**What you need to do**
Using the entries below, copy out all lines where "stream" is found.

**The input**
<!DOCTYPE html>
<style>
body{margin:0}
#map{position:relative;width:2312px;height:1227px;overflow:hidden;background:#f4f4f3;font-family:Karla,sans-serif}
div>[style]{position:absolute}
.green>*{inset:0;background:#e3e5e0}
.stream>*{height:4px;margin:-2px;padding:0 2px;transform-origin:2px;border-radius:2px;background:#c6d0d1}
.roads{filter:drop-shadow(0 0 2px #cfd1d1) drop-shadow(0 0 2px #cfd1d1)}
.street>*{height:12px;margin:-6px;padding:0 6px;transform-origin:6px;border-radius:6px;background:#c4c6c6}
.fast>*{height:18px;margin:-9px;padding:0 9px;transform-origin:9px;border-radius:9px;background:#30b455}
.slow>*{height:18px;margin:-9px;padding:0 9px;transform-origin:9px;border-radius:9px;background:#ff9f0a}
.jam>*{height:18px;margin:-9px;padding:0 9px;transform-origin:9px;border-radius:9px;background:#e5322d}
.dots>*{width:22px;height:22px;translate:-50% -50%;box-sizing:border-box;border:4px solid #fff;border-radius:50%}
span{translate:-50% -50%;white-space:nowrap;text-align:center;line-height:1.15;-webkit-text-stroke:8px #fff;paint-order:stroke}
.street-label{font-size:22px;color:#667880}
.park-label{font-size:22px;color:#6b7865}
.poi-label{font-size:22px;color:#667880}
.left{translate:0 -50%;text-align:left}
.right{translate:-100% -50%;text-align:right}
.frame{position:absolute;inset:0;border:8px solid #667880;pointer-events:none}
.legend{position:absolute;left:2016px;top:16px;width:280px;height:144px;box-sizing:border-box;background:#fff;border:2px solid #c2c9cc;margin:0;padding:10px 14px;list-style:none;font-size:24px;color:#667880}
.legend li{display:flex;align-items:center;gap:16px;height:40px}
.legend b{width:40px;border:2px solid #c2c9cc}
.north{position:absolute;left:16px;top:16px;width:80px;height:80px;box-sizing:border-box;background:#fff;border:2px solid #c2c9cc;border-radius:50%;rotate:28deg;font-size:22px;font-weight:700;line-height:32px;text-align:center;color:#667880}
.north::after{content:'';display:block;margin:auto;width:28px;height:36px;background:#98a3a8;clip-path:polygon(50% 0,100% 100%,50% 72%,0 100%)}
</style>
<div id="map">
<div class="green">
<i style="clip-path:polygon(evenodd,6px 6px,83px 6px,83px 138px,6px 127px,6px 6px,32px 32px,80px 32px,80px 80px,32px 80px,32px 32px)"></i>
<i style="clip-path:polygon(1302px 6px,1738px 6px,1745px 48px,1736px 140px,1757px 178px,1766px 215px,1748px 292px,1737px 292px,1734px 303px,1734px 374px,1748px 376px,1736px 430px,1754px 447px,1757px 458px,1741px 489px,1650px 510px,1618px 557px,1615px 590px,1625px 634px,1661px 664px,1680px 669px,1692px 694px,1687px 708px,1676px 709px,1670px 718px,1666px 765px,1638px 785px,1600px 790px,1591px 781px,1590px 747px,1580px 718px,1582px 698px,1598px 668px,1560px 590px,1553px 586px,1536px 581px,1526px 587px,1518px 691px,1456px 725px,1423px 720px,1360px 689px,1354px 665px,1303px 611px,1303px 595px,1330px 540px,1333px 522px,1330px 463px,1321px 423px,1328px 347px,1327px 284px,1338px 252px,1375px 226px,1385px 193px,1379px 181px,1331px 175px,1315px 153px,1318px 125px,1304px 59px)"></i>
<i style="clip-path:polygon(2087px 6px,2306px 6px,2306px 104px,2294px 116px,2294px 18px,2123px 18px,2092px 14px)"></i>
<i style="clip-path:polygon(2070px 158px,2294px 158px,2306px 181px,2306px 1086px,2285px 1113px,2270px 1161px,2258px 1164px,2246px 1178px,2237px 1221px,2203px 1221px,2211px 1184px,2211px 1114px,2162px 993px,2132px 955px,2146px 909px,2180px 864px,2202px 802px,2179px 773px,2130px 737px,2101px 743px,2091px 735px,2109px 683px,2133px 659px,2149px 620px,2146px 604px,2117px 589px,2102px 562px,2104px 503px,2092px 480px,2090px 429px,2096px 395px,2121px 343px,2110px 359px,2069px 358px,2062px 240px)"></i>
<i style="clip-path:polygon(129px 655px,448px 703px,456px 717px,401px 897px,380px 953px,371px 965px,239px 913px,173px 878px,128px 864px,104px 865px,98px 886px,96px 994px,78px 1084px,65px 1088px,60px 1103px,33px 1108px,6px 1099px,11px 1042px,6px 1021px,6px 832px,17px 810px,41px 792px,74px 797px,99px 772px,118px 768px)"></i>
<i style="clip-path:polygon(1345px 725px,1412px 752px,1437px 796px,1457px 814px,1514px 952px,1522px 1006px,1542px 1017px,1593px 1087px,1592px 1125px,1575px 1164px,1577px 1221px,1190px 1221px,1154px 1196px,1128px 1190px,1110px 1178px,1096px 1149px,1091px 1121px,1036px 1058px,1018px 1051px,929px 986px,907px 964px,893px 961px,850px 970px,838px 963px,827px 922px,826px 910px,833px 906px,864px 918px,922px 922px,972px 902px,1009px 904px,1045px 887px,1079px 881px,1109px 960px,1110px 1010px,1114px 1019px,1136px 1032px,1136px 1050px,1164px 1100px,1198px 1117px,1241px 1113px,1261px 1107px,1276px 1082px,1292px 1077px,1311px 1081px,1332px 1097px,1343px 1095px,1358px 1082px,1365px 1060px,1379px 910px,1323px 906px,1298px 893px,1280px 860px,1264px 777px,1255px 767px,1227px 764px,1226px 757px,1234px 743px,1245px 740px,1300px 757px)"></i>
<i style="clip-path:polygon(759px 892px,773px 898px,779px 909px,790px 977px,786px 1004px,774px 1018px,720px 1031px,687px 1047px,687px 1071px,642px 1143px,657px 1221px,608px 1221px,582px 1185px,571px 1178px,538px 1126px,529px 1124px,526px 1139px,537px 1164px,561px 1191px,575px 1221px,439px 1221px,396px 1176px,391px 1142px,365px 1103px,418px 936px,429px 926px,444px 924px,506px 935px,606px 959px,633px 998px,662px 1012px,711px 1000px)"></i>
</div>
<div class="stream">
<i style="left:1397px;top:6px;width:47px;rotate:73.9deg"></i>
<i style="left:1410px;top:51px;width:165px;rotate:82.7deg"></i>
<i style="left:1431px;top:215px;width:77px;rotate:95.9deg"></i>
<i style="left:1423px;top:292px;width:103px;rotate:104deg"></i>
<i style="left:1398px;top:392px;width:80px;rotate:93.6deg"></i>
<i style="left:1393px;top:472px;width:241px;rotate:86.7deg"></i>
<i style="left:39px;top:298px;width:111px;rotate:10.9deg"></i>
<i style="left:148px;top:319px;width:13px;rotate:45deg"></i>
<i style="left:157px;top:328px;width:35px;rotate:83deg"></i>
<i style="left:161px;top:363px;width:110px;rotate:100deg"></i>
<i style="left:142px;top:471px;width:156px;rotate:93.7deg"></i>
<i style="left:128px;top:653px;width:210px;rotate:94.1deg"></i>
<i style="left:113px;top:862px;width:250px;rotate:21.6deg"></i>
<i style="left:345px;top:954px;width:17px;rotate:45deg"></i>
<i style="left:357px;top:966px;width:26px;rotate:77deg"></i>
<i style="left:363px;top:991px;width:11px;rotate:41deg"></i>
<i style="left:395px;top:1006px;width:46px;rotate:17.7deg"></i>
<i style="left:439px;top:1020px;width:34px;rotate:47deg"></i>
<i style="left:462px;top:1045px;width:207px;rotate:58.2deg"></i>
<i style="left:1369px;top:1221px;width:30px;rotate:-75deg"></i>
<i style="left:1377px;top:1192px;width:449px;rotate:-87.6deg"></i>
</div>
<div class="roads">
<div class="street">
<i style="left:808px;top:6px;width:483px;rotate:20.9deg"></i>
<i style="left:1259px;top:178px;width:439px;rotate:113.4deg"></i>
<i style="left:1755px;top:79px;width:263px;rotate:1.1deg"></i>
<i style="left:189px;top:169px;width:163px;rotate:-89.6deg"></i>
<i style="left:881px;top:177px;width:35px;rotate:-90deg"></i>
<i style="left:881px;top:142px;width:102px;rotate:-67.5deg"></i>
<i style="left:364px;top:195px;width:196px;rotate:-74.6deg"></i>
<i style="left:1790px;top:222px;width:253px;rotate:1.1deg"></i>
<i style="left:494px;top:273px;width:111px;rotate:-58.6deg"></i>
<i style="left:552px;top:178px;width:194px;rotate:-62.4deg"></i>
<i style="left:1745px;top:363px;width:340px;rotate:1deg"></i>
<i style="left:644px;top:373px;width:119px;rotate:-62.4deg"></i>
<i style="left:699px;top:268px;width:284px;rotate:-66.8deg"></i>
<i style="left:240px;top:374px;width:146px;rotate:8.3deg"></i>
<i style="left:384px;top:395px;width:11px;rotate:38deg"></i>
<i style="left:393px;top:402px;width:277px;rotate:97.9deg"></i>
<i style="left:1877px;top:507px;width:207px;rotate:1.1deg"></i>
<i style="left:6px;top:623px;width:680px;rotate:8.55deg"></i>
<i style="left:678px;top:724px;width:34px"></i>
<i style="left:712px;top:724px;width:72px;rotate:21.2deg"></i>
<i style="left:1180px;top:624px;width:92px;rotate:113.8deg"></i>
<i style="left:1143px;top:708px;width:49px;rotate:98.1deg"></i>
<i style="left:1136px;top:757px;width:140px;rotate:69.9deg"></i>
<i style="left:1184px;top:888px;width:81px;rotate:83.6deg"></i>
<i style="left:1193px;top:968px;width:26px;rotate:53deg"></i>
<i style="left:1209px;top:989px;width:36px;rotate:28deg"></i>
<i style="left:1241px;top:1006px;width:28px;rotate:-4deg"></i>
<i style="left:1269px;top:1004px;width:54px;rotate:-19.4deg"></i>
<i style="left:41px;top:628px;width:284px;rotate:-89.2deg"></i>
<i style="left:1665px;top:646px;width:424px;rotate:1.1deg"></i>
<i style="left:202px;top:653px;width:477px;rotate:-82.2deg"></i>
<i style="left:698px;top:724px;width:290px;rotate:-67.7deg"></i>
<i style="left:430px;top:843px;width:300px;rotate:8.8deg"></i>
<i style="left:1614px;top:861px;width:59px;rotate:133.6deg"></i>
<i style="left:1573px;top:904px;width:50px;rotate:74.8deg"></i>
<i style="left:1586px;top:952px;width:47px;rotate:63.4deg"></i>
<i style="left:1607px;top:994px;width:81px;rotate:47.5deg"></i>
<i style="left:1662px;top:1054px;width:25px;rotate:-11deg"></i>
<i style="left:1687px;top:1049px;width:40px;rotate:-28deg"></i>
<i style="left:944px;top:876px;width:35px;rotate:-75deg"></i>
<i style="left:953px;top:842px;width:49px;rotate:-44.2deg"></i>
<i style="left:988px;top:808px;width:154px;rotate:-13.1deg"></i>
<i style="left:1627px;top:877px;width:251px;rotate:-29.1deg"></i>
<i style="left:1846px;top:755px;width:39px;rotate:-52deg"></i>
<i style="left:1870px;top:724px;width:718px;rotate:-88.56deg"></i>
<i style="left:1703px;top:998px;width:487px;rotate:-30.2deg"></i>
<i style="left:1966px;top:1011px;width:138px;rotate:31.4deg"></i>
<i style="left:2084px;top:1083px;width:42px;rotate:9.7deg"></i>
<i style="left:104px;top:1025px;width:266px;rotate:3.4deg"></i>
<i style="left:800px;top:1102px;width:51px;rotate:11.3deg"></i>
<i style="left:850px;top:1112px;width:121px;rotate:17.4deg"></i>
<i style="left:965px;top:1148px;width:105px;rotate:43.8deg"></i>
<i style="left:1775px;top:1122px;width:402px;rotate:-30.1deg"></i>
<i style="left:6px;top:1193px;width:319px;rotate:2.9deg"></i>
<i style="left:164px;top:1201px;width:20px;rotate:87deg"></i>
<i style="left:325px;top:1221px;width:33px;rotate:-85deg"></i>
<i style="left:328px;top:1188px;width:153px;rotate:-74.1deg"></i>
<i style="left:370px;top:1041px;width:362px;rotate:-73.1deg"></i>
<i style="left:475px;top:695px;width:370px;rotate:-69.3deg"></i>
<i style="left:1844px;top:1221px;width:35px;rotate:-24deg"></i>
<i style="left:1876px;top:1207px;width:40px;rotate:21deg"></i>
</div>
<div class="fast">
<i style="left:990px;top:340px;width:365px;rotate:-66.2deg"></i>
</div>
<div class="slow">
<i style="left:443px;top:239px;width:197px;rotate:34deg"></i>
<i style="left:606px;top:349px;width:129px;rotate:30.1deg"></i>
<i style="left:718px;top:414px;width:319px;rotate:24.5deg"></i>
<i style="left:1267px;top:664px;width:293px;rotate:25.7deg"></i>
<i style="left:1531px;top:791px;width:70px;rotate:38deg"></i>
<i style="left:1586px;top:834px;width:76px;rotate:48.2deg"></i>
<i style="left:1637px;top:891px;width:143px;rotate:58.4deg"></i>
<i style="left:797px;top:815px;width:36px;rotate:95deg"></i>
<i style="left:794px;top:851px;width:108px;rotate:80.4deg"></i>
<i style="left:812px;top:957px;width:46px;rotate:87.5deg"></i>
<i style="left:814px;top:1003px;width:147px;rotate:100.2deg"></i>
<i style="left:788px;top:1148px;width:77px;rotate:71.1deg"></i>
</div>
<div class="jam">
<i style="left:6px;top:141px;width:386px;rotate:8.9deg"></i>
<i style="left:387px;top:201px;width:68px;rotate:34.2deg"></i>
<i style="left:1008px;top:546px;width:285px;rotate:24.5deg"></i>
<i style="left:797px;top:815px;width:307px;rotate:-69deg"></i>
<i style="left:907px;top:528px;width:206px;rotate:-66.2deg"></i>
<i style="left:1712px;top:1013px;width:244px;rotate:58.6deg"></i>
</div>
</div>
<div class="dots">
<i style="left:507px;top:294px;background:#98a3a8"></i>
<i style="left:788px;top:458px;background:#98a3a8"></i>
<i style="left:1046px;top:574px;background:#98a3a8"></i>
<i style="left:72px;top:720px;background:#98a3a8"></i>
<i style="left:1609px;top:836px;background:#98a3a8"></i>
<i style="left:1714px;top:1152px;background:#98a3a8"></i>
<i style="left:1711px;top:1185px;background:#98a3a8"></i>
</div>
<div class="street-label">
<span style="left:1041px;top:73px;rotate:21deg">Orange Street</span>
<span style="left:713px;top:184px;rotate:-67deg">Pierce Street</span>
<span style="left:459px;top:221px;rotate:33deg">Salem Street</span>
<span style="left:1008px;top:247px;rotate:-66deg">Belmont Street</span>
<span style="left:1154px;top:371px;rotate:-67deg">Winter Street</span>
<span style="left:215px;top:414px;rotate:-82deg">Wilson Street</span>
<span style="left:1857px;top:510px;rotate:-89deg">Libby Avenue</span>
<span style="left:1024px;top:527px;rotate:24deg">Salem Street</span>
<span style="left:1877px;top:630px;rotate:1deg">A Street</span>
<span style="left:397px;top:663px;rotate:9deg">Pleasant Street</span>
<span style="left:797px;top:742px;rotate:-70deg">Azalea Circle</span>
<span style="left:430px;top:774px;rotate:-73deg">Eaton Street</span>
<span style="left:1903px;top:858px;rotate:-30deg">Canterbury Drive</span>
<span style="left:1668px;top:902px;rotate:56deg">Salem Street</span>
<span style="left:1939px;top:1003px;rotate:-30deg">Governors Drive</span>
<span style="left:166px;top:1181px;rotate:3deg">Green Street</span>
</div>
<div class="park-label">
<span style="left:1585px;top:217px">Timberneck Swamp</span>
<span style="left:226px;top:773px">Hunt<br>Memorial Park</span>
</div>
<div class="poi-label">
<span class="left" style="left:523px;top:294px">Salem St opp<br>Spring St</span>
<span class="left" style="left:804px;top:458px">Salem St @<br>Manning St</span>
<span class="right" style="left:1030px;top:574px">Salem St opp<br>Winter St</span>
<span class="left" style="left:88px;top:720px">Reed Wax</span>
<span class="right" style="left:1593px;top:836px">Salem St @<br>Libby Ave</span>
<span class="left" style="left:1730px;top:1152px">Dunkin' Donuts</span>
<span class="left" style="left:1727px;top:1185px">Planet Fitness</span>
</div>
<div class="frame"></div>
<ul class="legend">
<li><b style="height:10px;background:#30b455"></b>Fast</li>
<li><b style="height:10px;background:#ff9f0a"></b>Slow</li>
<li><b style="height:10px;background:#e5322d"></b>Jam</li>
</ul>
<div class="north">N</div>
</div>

**Solution for this problem**
.stream>*{height:4px;margin:-2px;padding:0 2px;transform-origin:2px;border-radius:2px;background:#c6d0d1}
<div class="stream">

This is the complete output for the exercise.